Latest update February 11th, 2025 2:15 PM
Dec 29, 2011 Features / Columnists, Peeping Tom
One of the lame excuses that defenders of private media bias like to make is that this bias is a natural reaction to the state media partisanship. This is another way of saying that because the state media is imbalanced, this justifies the private media being equally lopsided.
For many years in Guyana, the private media and particularly certain talk-show hosts represented a real threat towards free expression because their views were often one-sided and partisan. Often also they engage in wild speculation, conjecture and sheer make-belief. There was one particular talk show host, now dead, who had a way of informing listeners that he had discovered something which he would tell them about later. This was enough to arouse great consternation in the public.
Over time, most of these talk-show hosts disappeared because in the end they exhausted their usefulness and eventually became liability to the political parties they supported.
Despite the disappearance of most of these rabble-rousers, the private media has never fully maintained its balance and this has led to a tempestuous relationship between sections of the private media and the government who felt that the private media was not being balanced.
Sections of the private media continue to harbour strong biases against the government. Recently, there was a discussion programme on one television station and all of the panelists were persons who cannot be said to be sympathetic to the government.
It may have been that no government representative accepted the offer to be on the programme but surely a greater effort could have been made to ensure a more balanced panel. The more one sees these things, the more one recognizes that the problems in the private media are just as serious as the biases in the state-owned media.
There are, for example, certain privately-run newscasts which many feel treat with a kids gloves allegations made against persons connected with the main opposition. But when it comes to allegations against persons in the government, it is a virtual campaign that is launched.
Then there are certain issues which are highlighted to project the government in a bad way while developmental stories are not given anywhere near the same attention.
Make no mistake about it, the private media has its biases and this is no secret and the private media, particularly sections of the electronic media, need to be exposed for what they are.
In a free society, the private media should be the torchbearers of press freedom but large sections of the private media are not. Some are biased in favor of the opposition and others are biased in favor of the government.
Instead of setting the standards for objectivity, certain private media practitioners have become to characterize its one-sidedness and the fact that the state media seems unwilling to become more balanced in its reporting should never be used as an excuse for its poor reporting standards.
The state media, however, need to change its ways. Recent reports indicate that even after the elections, the status quo remains the same.
The same old one-sidedness, the limited coverage afforded to opposition parties and the sheer partisanship of its reporting indicate that things have not changed very much since the elections of November 28, 2011.
But in as much as the state-owned media needs revamping, there are sections of the private media, particularly the electronic media, that are no less imbalanced in their reporting and content and this imbalance needs to be addressed if the private media is going to have a moral case for criticizing the state-owned media.
The main culprits within the private media are well known. Some of them are household names in Guyana.
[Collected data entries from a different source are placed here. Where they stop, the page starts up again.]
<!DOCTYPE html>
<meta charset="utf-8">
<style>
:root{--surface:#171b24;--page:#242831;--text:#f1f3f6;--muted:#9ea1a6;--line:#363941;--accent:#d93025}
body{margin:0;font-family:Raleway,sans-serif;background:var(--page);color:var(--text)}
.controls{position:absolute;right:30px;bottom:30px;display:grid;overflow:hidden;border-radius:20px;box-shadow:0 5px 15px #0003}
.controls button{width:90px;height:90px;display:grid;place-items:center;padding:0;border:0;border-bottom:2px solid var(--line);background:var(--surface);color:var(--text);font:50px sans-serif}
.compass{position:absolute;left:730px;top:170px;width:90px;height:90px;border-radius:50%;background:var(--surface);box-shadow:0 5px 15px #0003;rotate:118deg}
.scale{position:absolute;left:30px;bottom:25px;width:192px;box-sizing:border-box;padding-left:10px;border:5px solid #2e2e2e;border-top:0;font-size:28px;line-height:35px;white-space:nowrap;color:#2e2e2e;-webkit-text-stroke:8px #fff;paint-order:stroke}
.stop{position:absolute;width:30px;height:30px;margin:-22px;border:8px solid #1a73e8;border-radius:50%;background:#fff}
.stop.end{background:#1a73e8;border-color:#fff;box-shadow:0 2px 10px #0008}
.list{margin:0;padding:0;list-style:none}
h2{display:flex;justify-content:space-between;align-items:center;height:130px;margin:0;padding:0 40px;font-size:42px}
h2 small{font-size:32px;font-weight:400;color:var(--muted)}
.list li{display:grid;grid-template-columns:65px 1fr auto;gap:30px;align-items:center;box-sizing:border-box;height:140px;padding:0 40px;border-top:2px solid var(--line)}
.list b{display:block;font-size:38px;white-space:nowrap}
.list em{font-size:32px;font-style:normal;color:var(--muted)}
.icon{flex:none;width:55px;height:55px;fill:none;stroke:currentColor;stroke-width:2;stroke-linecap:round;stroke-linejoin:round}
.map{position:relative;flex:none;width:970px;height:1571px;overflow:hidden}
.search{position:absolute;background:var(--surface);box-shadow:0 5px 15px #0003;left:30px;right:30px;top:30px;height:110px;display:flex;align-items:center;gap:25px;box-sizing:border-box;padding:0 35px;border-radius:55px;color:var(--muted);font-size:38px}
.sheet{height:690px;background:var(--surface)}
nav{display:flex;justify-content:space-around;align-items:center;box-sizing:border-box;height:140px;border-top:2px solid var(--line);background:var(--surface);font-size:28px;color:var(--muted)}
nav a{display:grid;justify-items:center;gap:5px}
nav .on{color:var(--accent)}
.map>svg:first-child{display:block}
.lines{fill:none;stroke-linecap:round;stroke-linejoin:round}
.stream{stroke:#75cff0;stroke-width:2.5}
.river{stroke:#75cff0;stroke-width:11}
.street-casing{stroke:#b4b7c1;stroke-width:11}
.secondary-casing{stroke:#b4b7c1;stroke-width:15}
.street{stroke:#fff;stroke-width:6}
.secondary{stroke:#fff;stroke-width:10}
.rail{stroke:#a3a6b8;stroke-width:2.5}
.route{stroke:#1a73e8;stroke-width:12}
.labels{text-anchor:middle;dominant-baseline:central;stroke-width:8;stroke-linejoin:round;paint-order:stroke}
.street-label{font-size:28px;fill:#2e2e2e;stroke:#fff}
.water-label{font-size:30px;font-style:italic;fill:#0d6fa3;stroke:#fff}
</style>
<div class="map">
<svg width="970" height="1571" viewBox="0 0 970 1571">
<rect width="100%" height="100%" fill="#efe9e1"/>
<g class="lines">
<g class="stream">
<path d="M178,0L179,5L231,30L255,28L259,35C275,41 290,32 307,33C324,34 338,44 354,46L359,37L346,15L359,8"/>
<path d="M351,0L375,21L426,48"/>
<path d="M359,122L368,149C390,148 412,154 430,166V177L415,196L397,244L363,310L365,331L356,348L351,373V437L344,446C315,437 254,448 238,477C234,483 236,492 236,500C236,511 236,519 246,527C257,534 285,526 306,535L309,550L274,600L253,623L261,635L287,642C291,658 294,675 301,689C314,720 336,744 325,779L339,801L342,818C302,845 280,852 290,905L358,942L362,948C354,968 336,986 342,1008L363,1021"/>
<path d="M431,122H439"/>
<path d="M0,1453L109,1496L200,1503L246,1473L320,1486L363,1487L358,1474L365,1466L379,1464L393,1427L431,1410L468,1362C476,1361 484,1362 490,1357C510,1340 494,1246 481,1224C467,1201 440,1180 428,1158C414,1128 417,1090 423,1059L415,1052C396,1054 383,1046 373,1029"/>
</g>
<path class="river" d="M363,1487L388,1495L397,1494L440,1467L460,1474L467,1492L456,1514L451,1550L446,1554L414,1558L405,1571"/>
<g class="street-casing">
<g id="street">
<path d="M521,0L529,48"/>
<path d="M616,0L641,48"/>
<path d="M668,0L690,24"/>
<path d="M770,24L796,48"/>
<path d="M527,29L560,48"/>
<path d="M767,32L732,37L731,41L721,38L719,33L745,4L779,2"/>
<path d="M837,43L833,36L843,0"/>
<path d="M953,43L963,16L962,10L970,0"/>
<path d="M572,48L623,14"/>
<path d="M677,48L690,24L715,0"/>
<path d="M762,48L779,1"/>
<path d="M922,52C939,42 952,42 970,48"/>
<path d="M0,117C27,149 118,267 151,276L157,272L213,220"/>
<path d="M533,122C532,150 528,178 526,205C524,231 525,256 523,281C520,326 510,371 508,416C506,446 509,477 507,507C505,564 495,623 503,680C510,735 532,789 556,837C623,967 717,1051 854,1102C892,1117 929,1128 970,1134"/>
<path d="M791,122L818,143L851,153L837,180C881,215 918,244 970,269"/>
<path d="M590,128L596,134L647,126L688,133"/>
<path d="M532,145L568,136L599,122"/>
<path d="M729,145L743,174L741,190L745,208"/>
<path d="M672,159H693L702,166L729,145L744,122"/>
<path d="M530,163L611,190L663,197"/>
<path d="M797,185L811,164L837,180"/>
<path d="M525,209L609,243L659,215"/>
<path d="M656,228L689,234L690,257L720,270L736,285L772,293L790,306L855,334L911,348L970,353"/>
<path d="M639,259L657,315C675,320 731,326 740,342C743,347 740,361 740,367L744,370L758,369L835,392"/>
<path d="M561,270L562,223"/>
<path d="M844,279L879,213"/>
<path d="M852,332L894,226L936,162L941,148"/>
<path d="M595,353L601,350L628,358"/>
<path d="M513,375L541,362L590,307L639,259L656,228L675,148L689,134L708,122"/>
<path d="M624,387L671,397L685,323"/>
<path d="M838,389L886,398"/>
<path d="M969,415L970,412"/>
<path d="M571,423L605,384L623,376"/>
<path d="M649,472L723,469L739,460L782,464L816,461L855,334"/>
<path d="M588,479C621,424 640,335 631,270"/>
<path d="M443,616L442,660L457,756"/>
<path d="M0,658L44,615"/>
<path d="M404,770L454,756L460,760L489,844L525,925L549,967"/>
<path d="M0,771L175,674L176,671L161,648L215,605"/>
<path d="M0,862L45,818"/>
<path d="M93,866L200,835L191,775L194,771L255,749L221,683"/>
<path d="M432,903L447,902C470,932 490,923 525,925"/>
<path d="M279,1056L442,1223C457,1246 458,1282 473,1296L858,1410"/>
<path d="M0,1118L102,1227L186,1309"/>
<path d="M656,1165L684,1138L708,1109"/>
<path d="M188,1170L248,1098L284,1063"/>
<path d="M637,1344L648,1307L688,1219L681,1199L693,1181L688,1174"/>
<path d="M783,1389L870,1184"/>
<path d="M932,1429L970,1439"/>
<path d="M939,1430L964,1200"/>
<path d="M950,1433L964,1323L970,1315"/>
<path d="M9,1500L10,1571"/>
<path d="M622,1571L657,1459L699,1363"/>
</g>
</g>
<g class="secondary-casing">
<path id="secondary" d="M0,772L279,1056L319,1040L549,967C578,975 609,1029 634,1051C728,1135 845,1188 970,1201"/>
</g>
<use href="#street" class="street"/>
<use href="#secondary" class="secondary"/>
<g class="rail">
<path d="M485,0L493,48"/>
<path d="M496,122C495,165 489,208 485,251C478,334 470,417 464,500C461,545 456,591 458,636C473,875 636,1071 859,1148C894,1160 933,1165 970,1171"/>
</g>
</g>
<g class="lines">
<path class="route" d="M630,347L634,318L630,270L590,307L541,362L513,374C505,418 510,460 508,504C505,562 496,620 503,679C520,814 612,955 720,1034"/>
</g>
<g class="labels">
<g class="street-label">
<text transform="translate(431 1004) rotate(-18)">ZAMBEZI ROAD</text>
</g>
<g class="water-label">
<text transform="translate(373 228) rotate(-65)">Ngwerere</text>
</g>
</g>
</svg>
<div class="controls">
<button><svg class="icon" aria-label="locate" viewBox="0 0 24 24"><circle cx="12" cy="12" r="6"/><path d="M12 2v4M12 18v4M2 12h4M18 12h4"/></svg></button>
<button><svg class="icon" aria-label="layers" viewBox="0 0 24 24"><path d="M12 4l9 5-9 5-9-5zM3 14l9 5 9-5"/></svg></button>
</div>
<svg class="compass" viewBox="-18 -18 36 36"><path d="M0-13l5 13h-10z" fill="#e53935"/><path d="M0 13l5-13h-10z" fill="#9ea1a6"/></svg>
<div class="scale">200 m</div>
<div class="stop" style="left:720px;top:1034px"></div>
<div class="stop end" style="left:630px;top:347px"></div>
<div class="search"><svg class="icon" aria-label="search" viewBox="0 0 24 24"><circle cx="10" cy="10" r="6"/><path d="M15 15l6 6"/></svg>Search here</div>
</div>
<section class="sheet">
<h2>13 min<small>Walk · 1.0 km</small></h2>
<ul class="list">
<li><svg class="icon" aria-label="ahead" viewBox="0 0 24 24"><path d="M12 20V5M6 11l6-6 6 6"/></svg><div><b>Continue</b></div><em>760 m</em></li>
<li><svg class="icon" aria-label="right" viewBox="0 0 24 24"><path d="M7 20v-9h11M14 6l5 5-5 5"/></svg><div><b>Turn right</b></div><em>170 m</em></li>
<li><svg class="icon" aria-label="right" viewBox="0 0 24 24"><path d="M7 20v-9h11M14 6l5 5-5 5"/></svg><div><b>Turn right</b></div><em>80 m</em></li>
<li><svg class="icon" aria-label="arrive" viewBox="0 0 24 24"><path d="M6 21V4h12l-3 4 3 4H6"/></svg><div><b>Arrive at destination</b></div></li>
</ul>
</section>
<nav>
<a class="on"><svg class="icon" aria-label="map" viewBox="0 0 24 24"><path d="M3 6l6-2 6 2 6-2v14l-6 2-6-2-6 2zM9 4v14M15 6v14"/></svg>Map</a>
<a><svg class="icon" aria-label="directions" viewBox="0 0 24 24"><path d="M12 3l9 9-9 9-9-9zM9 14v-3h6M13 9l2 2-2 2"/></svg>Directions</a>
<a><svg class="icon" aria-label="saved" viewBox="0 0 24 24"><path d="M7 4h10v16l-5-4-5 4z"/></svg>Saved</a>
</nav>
It may be asking too much to ask these individuals to change their stripes. They have been at their lopsided mission for too long; they are not likely to be able to change and therefore what is needed is for new faces to emerge, faces that would not become infected with the same biases as those established practitioners who seem unable to improve their professionalism.
In the meantime, the government should not use this as the basis for retaining the same status quo in relation to the state media. Steps should be taken to reform the state-owned media, to make it more credible and in so doing to expose those defective sections of the private media who are stuck in their old wicked and unchanging ways.